• _EXERCISE REQUIREMENTS_:
Pick the lines holding the string "Torcett" out of the records and copy them.
** Opening INFORMATION SHOWN block **
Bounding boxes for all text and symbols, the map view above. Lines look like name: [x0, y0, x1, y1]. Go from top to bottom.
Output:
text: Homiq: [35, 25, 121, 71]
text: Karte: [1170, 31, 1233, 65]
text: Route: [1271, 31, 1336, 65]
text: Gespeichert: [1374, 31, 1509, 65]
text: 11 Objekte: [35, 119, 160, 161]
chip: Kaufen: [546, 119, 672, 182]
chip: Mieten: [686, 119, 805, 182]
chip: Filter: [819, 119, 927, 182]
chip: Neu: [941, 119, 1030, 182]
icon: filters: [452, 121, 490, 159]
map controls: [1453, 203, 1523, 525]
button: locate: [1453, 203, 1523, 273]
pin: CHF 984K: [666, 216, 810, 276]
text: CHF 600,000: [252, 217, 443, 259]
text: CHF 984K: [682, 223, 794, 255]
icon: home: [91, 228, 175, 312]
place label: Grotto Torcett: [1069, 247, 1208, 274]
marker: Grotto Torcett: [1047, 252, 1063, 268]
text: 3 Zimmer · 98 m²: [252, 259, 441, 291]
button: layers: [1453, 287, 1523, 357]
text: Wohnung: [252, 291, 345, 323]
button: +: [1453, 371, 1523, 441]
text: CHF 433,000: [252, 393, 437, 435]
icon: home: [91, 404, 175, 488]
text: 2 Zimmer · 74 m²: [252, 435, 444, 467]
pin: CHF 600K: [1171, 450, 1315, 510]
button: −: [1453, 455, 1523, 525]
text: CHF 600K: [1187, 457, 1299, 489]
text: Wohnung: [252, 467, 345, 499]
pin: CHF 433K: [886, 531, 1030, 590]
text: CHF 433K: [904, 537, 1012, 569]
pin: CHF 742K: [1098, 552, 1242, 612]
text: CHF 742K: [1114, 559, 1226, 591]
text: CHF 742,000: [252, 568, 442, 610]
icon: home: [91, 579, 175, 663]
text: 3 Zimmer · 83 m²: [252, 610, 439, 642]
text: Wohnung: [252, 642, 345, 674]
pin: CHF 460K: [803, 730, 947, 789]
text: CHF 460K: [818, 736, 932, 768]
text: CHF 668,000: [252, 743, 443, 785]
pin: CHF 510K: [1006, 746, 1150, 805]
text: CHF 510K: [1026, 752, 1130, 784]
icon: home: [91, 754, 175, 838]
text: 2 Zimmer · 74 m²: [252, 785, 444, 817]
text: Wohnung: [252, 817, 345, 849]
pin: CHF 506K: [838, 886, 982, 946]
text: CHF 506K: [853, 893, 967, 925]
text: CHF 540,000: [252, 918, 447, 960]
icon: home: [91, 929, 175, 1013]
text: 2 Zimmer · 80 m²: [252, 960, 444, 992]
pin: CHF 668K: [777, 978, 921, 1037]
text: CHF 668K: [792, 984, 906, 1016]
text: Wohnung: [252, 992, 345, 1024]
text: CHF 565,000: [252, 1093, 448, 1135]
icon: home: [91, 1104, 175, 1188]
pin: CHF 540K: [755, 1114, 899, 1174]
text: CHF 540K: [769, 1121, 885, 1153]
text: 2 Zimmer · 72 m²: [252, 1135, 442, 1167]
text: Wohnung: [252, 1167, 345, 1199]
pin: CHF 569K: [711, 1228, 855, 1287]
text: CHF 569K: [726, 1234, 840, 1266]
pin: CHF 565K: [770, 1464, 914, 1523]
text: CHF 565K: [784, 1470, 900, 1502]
** Closing INFORMATION SHOWN block **
• _SOLVED EXERCISE_:
place label: Grotto Torcett: [1069, 247, 1208, 274]
marker: Grotto Torcett: [1047, 252, 1063, 268]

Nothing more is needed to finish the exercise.